We're excited to announce that will be starting a new series of posts on Veracity here at the Forge.AI blog. The series will explore quite a few aspects, including:
- Machine learning models for veracity
- Moral and ethical aspects of modeling veracity
- Experimental design and processes for creating machine learning models
- System design
This series is being written in tandem with the development of our system and models at Forge.AI and, as such, it is more of a journey than a destination. I will explore the rationale behind our choices and structure in order to illuminate hidden assumptions that may be baked into our models. We will also include my thoughts on being a Modeler (as opposed to other viewpoints and stances one can take when designing, building, or using machine learning).
At Forge.AI we consume many types of textual data as input including, but not limited to: news articles, research and analytical reports, tweets, marketing materials, shareholder presentations, SEC filings, transcripts, etc.
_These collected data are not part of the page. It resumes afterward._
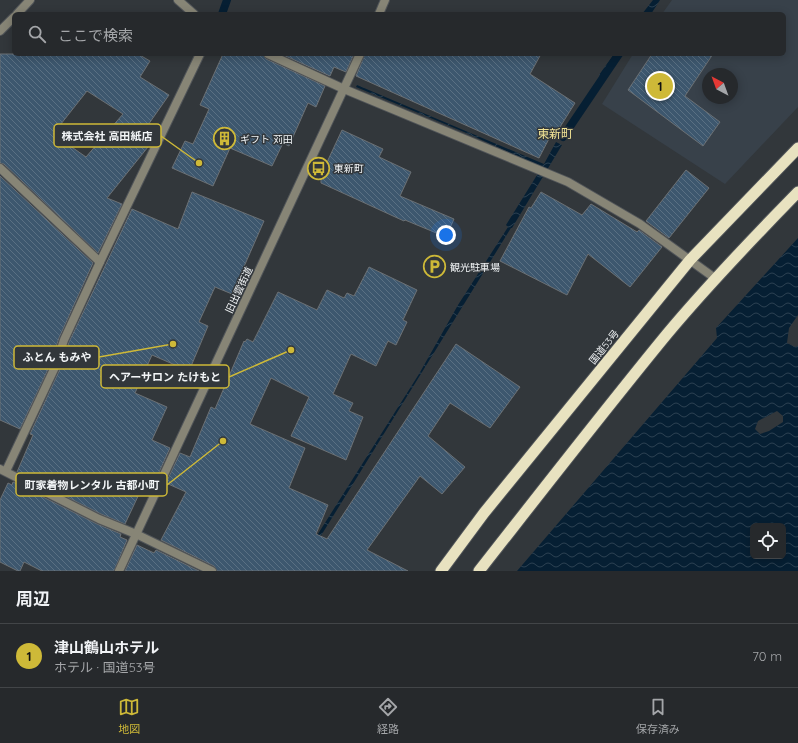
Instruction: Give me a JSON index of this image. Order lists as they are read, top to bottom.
{
  "streets": {
    "highway": ["国道53号"],
    "street": ["旧出雲街道"]
  },
  "districts": ["東新町"],
  "places": {
    "building": ["ギフト 苅田"],
    "other": [
      "株式会社 高田紙店",
      "ふとん もみや",
      "ヘアーサロン たけもと",
      "町家着物レンタル 古都小町"
    ],
    "bus stop": ["東新町"],
    "parking": ["観光駐車場"]
  },
  "north": "top left",
  "page": {
    "search": "ここで検索",
    "pins": "1",
    "heading": "周辺",
    "list": [
      {
        "mark": "1",
        "name": "津山鶴山ホテル",
        "note": "ホテル · 国道53号",
        "value": "70 m"
      }
    ],
    "nav": ["地図", "経路", "保存済み"]
  }
}
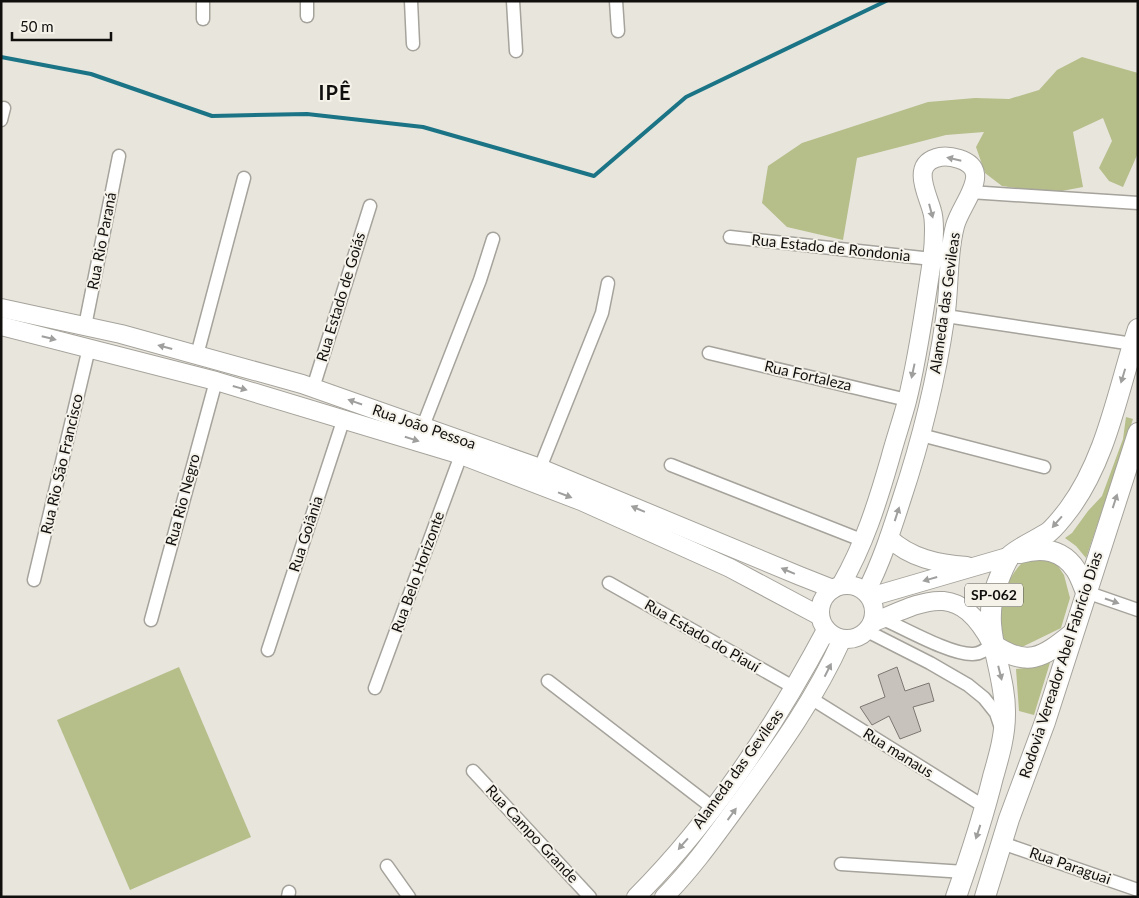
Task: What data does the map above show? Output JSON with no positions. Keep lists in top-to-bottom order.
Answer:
{
  "streets": {
    "main road": ["SP-062", "Rodovia Vereador Abel Fabrício Dias"],
    "street": [
      "Rua Rio Paraná",
      "Rua Estado de Rondonia",
      "Rua Estado de Goiás",
      "Alameda das Gevileas",
      "Rua Fortaleza",
      "Rua João Pessoa",
      "Rua Rio São Francisco",
      "Rua Rio Negro",
      "Rua Goiânia",
      "Rua Belo Horizonte",
      "Rua Estado do Piauí",
      "Rua manaus",
      "Rua Campo Grande",
      "Rua Paraguai"
    ]
  },
  "crossings": [
    ["Rua Rio Paraná", "Rua João Pessoa"],
    ["Rua Estado de Rondonia", "Alameda das Gevileas"],
    ["Rua Estado de Goiás", "Rua João Pessoa"],
    ["Alameda das Gevileas", "Rua Fortaleza"],
    ["Alameda das Gevileas", "Rua João Pessoa"],
    ["Alameda das Gevileas", "Rua Estado do Piauí"],
    ["Alameda das Gevileas", "Rua manaus"],
    ["Rua João Pessoa", "Rua Rio São Francisco"],
    ["Rua João Pessoa", "Rua Rio Negro"],
    ["Rua João Pessoa", "Rua Goiânia"],
    ["Rua João Pessoa", "Rua Belo Horizonte"],
    ["Rodovia Vereador Abel Fabrício Dias", "Rua manaus"],
    ["Rodovia Vereador Abel Fabrício Dias", "Rua Paraguai"]
  ],
  "districts": ["IPÊ"],
  "scale_bar": "50 m"
}
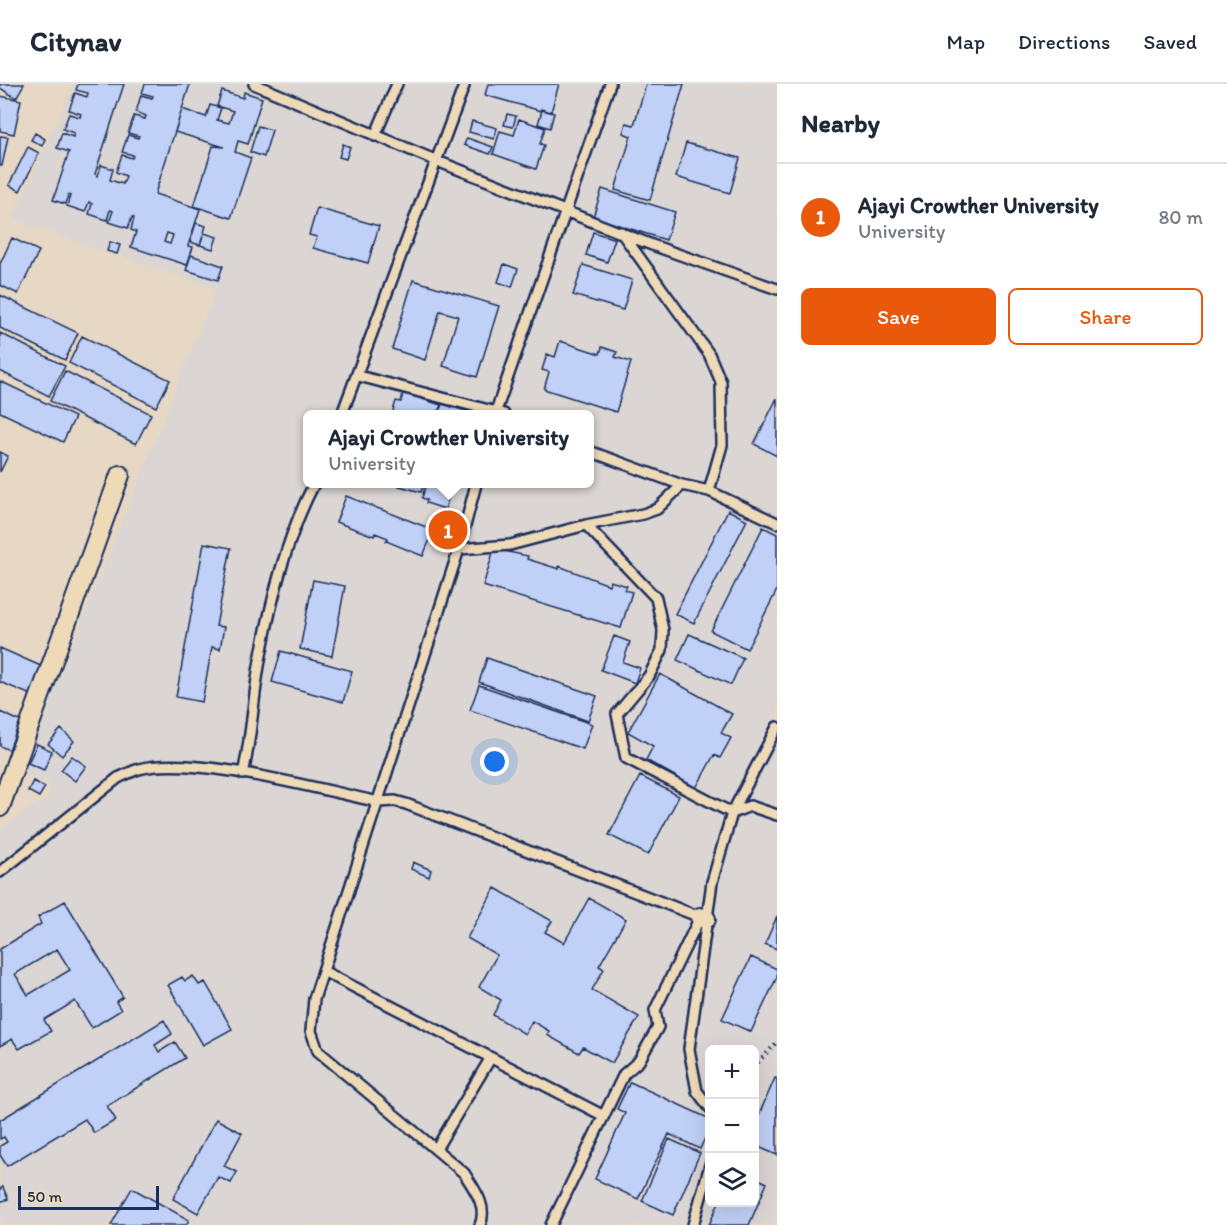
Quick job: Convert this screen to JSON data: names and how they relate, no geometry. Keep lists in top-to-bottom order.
{
  "scale_bar": "50 m",
  "page": {
    "header": "Citynav",
    "nav": ["Map", "Directions", "Saved"],
    "heading": "Nearby",
    "list": [
      {
        "mark": "1",
        "name": "Ajayi Crowther University",
        "note": "University",
        "value": "80 m"
      }
    ],
    "buttons": ["Save", "Share"],
    "popup": ["Ajayi Crowther University", "University"],
    "pins": "1",
    "map_buttons": ["+", "−"],
    "scale": "50 m"
  }
}
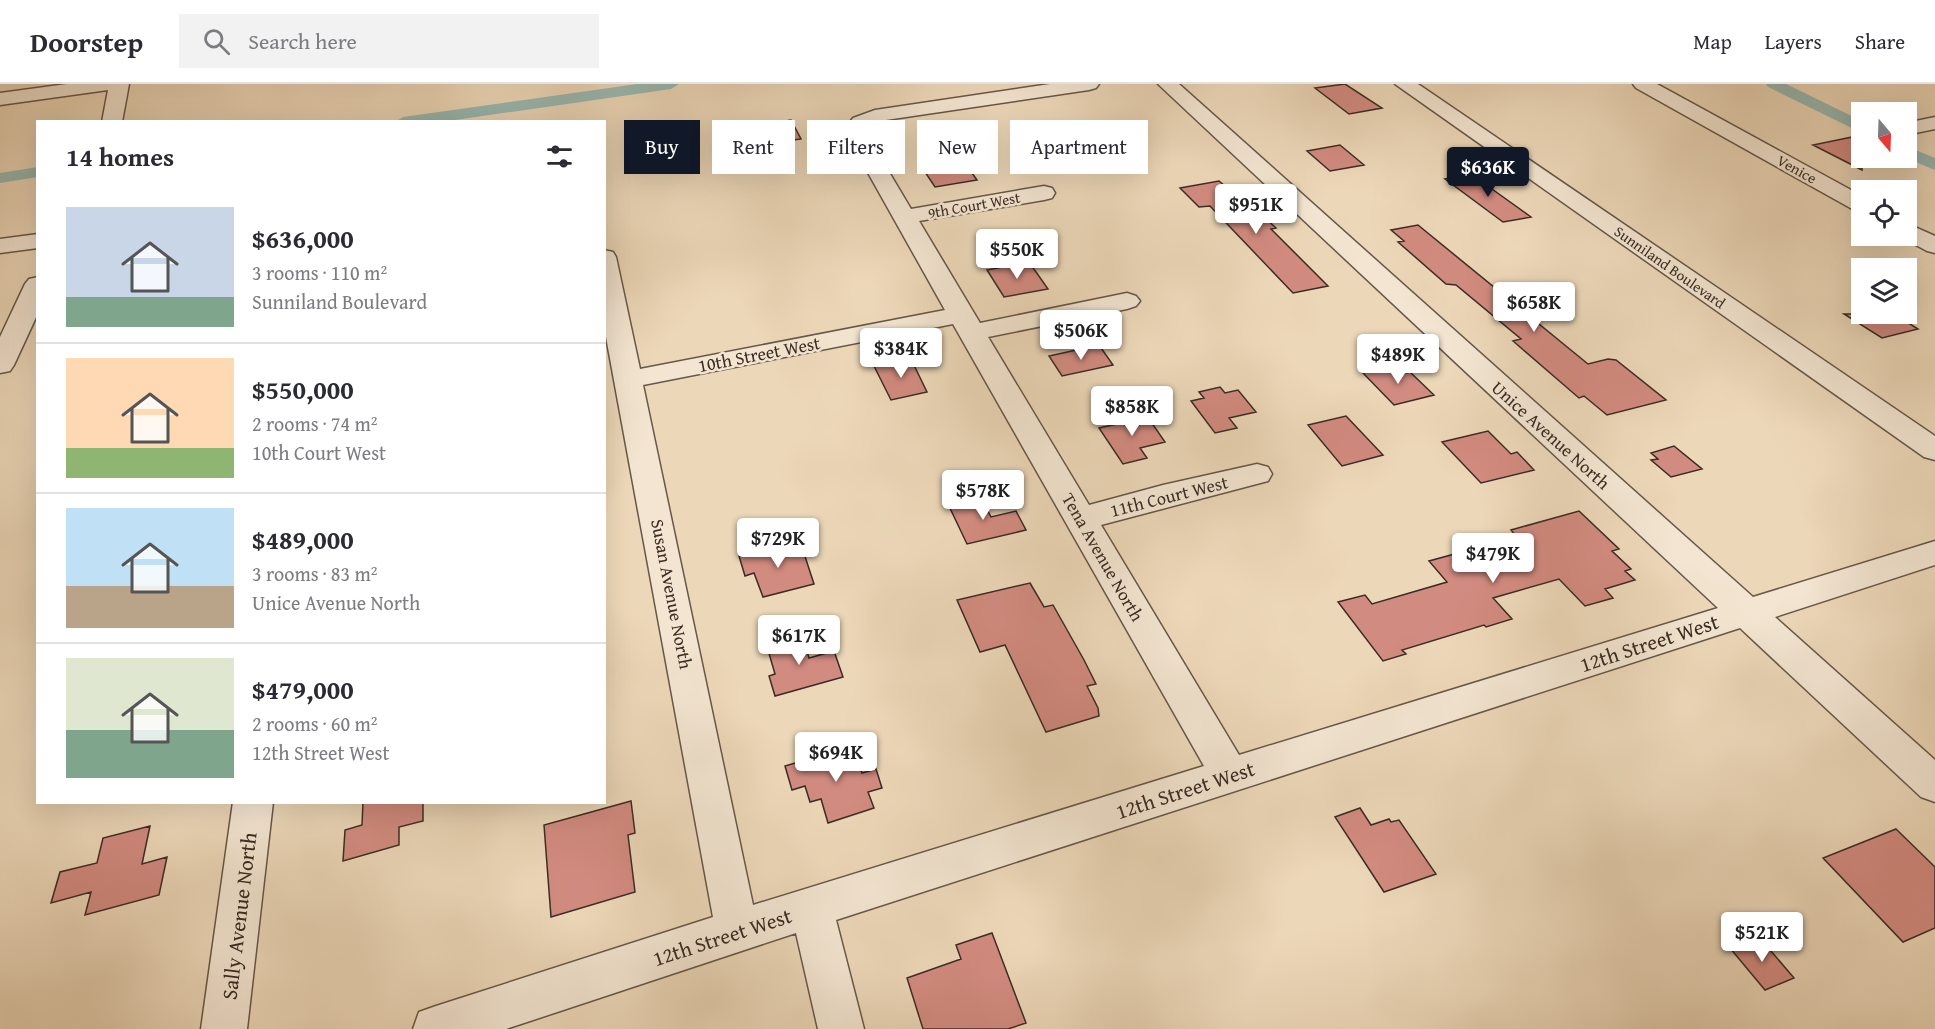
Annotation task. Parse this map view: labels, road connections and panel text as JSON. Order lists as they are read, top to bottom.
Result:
{
  "streets": {
    "street": [
      "Venice",
      "9th Court West",
      "Sunniland Boulevard",
      "10th Street West",
      "Unice Avenue North",
      "11th Court West",
      "Tena Avenue North",
      "Susan Avenue North",
      "12th Street West",
      "Sally Avenue North"
    ]
  },
  "crossings": [
    ["9th Court West", "Tena Avenue North"],
    ["10th Street West", "Tena Avenue North"],
    ["10th Street West", "Susan Avenue North"],
    ["Unice Avenue North", "12th Street West"],
    ["11th Court West", "Tena Avenue North"],
    ["Tena Avenue North", "12th Street West"],
    ["Susan Avenue North", "12th Street West"]
  ],
  "north": "bottom",
  "page": {
    "header": "Doorstep",
    "search": "Search here",
    "nav": ["Map", "Layers", "Share"],
    "chip": [
      "Buy",
      "Rent",
      "Filters",
      "New",
      "Apartment"
    ],
    "heading": "14 homes",
    "price": [
      "$636K",
      "$951K",
      "$550K",
      "$658K",
      "$506K",
      "$384K",
      "$489K",
      "$858K",
      "$578K",
      "$729K",
      "$479K",
      "$617K",
      "$694K",
      "$521K"
    ],
    "list": [
      {
        "name": "$636,000",
        "note": "3 rooms · 110 m² · Sunniland Boulevard"
      },
      {
        "name": "$550,000",
        "note": "2 rooms · 74 m² · 10th Court West"
      },
      {
        "name": "$489,000",
        "note": "3 rooms · 83 m² · Unice Avenue North"
      },
      {
        "name": "$479,000",
        "note": "2 rooms · 60 m² · 12th Street West"
      }
    ]
  }
}
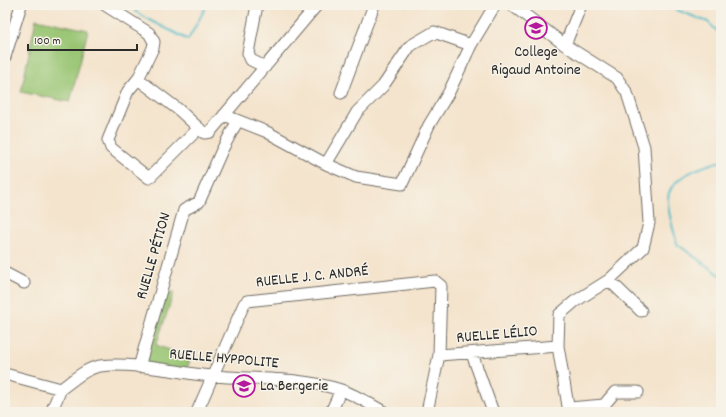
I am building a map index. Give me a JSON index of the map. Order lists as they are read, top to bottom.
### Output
{
  "streets": {
    "street": [
      "RUELLE PÉTION",
      "RUELLE J. C. ANDRÉ",
      "RUELLE LÉLIO",
      "RUELLE HYPPOLITE"
    ]
  },
  "crossings": [
    ["RUELLE PÉTION", "RUELLE HYPPOLITE"],
    ["RUELLE J. C. ANDRÉ", "RUELLE LÉLIO"],
    ["RUELLE J. C. ANDRÉ", "RUELLE HYPPOLITE"]
  ],
  "places": {
    "school or university": ["College Rigaud Antoine", "La Bergerie"]
  },
  "scale_bar": "100 m"
}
We are working to turn this “soup” of data into coherent, succinct, and salient nuggets we call Events. These Events are consumed by our customers to make decisions, take actions, and reason about concepts relevant to their business. Before we can transform our input data into such Events we need to consider one of the most fundamental principles of any computational system, including machine learning systems: the concept of input quality. This principle is most succinctly represented as: Garbage In, Garbage Out.
Well, easy enough. We just won't give our systems bad inputs! Done. End-of-Post.
Yet this post is still going...
So, what did we miss? To continue our metaphor, what people sometimes leave out is that one man's trash is another man's treasure. Whether so-called bad inputs should be ignored or treated as informative is a matter of perspective and use-case. This is especially true for us at Forge.AI since we do not, and can not, know every single use-case for every single possible consumer of our Events. Knowing the quality of the input is key to being able to decide what to do with the it -- whether to not even use the input or to treat it as highly informative and useful in a particular system.
One such quality of textual data that is often of interest is whether the meaning of the text is actually true or not. For numerical data we might measure quality with a signal-to-noise ratio, but textual data quality is not as easily quantified. So, we turn to veracity in hopes of being able to understand and reason about the quality of textual input.
In addition to our own machine learning algorithms here at Forge.AI, we must also be cognizant of our customer’s machine learning systems. Do our customer’s systems handle “bad” quality data well? Is it useful for consumers of our Events data to know about things that are perhaps low-veracity? Some algorithms can leverage low-veracity Events such a tabloid hearsay or FUD campaigns, for others ignorance is bliss. Our Events are designed to be inputs to machine learning systems far and wide; systems which themselves have to reason about their input data quality. Veracity is not just of interest to our internal machine learning algorithms, it is paramount for all consumers of our Events. Our models of data quality not only allow us to reason about *our* machine learning systems, they allow our consumers to reason about *their* machine learning systems.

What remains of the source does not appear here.